PS. You can find the project on GitHub below.

GitHub - TamerlanG/drf-elasticsearch-demo: Simple demo of integrating ElasticSearch with DRF
Simple demo of integrating ElasticSearch with DRF. Contribute to TamerlanG/drf-elasticsearch-demo development by creating an account on GitHub.

Prerequisites

  • Basics of Python
  • Basics of Django and Django-Rest-Framework (DRF)
  • Basics of ElasticSearch
  • Docker or a local installation of Elasticsearch

What's the project about?

To not waste any time, I already have a Django app ready with two models.

  • Articles
  • Category

This is the code for the models:

from django.db import models


class Category(models.Model):
    title = models.CharField(max_length=100)

class Article(models.Model):
    title = models.CharField(max_length=100)
    category = models.ForeignKey(
    	Category, related_name='category', on_delete=models.CASCADE
    	)

Our goal for this tutorial is to:

  • Allow users to search by title using ElasticSearch.
  • Allow users to filter articles by category using Elasticsearch
  • Create an auto-complete API for articles.

Without further ado, let's begin.

Running an Elasticsearch Instance Locally

Before we get into Django, we have to get an Elasticsearch instance running.

If you already have a local instance running you can skip this part.
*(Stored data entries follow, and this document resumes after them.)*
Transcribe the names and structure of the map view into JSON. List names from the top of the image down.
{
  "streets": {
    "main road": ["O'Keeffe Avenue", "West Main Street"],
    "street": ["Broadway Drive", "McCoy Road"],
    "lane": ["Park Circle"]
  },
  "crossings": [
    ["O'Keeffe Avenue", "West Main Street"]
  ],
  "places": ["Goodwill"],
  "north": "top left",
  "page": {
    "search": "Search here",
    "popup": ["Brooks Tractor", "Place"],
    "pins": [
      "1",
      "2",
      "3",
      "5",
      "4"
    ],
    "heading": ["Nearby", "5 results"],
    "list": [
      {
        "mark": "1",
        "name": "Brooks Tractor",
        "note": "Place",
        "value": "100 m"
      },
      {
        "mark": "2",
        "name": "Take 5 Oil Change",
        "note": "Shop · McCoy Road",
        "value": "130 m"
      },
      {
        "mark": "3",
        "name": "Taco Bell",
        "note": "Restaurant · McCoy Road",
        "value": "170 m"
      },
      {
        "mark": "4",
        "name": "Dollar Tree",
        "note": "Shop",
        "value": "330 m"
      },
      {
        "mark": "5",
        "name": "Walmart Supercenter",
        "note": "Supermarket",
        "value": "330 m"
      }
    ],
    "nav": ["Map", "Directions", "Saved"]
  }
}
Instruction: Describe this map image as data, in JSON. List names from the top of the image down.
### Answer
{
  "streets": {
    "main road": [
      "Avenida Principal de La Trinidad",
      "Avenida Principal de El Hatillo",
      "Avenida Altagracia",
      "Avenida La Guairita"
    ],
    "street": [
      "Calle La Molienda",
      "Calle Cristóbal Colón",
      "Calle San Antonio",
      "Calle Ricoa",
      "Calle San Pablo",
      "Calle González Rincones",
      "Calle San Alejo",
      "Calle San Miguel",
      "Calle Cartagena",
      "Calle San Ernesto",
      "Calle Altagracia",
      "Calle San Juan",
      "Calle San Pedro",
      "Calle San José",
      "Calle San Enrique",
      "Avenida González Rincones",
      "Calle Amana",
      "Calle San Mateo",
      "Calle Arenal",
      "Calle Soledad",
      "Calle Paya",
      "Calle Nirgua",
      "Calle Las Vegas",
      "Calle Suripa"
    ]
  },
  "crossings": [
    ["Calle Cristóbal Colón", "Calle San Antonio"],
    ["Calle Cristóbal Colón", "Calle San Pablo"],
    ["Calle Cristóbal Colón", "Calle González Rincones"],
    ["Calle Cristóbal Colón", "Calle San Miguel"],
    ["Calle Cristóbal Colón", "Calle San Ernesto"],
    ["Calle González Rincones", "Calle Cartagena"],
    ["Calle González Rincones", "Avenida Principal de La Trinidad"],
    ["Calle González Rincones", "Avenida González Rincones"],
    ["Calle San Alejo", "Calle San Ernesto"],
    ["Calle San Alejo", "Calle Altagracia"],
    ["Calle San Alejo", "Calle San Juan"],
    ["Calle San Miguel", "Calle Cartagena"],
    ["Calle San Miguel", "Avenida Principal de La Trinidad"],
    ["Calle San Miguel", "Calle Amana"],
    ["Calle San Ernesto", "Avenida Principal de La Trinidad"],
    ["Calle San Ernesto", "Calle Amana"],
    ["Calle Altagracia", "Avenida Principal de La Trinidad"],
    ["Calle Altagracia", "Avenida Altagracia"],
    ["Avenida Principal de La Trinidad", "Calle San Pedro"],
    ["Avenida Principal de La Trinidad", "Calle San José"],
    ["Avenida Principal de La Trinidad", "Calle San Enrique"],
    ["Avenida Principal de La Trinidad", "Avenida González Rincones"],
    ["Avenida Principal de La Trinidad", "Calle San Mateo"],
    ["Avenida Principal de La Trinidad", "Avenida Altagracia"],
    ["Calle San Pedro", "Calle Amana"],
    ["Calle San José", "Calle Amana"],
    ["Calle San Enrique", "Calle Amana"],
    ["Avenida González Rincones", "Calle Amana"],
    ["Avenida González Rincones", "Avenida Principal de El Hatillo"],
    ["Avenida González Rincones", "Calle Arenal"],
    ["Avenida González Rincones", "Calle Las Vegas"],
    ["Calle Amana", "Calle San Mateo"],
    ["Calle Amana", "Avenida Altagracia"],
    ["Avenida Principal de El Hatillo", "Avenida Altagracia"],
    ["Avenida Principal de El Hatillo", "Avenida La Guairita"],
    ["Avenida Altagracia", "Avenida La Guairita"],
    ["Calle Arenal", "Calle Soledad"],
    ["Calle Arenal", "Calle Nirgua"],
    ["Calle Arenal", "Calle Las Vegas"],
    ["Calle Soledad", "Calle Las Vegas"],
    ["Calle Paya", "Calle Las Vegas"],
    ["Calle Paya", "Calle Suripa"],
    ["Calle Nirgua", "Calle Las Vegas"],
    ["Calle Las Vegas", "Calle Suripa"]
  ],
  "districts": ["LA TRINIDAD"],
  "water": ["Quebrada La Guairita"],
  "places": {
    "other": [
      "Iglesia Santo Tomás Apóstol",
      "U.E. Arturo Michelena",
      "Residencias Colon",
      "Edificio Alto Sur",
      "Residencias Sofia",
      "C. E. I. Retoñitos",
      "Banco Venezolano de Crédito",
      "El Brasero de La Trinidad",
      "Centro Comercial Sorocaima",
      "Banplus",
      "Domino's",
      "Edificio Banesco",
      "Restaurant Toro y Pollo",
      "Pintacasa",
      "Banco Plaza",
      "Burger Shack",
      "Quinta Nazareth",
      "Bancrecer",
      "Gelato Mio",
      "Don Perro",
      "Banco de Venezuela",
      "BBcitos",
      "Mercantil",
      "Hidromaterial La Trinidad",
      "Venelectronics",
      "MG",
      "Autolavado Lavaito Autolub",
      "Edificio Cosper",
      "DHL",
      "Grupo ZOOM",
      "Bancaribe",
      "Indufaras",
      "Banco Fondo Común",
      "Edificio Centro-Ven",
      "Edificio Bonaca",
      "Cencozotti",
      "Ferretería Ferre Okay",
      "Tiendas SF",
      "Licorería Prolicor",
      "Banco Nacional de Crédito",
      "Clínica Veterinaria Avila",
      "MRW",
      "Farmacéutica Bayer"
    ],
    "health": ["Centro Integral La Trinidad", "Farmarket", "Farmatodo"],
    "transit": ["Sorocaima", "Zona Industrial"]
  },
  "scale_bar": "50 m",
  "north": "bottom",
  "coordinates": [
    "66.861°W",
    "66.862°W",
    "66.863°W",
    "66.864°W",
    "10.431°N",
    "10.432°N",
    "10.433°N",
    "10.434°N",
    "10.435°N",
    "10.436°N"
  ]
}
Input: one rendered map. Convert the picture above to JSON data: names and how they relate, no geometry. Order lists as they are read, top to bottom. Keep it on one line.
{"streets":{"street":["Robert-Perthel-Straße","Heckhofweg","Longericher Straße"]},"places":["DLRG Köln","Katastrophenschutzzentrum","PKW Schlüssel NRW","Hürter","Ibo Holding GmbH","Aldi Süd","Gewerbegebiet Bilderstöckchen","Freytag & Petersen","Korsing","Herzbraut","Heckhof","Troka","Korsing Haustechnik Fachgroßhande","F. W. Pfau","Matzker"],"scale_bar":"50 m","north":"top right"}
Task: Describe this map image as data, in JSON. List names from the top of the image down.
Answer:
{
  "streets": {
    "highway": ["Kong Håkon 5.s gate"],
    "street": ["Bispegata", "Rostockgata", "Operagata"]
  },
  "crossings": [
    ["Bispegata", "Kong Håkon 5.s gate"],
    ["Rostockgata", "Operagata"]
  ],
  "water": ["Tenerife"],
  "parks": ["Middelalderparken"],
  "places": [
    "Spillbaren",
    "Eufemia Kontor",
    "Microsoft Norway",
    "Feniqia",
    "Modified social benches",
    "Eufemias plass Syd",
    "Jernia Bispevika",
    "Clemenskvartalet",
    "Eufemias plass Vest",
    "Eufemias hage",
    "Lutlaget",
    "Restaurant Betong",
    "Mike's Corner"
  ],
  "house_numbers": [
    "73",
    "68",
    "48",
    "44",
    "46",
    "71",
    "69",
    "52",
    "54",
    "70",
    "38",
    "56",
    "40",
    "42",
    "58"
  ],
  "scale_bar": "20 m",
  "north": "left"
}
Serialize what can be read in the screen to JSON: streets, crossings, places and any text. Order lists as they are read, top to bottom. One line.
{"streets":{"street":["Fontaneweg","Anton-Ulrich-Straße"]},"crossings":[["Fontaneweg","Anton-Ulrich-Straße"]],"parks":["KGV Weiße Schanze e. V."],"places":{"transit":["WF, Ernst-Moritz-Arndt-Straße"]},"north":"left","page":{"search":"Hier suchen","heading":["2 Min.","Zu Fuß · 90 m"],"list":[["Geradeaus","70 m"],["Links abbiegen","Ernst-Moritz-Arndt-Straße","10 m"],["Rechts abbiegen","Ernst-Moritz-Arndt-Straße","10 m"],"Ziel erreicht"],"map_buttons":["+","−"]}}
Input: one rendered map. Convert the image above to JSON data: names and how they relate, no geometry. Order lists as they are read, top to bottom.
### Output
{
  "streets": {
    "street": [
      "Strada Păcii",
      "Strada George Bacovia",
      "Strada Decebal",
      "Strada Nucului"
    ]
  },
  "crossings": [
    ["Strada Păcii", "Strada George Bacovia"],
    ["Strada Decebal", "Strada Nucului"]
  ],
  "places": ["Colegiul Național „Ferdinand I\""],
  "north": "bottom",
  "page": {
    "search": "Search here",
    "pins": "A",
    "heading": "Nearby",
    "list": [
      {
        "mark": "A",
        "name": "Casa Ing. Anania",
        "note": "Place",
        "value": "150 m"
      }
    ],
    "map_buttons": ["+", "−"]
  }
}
My preferred method is using Docker and Docker-Compose.

This is the Dockerfile that I use for Django:

# Dockerfile
# syntax=docker/dockerfile:1
FROM python:3
ENV PYTHONUNBUFFERED=1
WORKDIR /code
COPY requirements.txt /code/
RUN pip install -r requirements.txt
COPY . /code/

This is my docker-compose.yml file which has two services.

  • Web
  • Elasticsearch

Here's the code:

version: "3.9"

services:
  web:
    build: .
    command: python manage.py runserver 0.0.0.0:8000
    volumes:
      - .:/code
    ports:
      - "8000:8000"
    depends_on:
      - elasticsearch
    networks:
      - elastic
  elasticsearch:
    image: elasticsearch:7.14.0
    volumes:
      - ./data/elastic:/var/lib/elasticsearch/data
    environment:
      - discovery.type=single-node
    ports:
      - 9200:9200
    networks:
      - elastic
networks:
  elastic:
    driver: bridge

Once you have these two files on your root directory, you can run the containers.

docker-compose up -d 

Now you should be able to go to localhost:8000 and everything should work.

Integrating Elasticsearch with Django

Integration with Elasticsearch is pretty simple, you only need one library.

It's called django-elasticsearch-dsl, so let's install that.

pip install django-elasticsearch-dsl

Keep in mind that there are different versions of the library for different versions of ElasticSearch.

As of November 2021, these are the latest requirements:

  • For Elasticsearch 7.0 and later, use the major version 7 (7.x.y) of the library.
  • For Elasticsearch 6.0 and later, use the major version 6 (6.x.y) of the library.
  • For Elasticsearch 5.0 and later, use the major version 0.5 (0.5.x) of the library.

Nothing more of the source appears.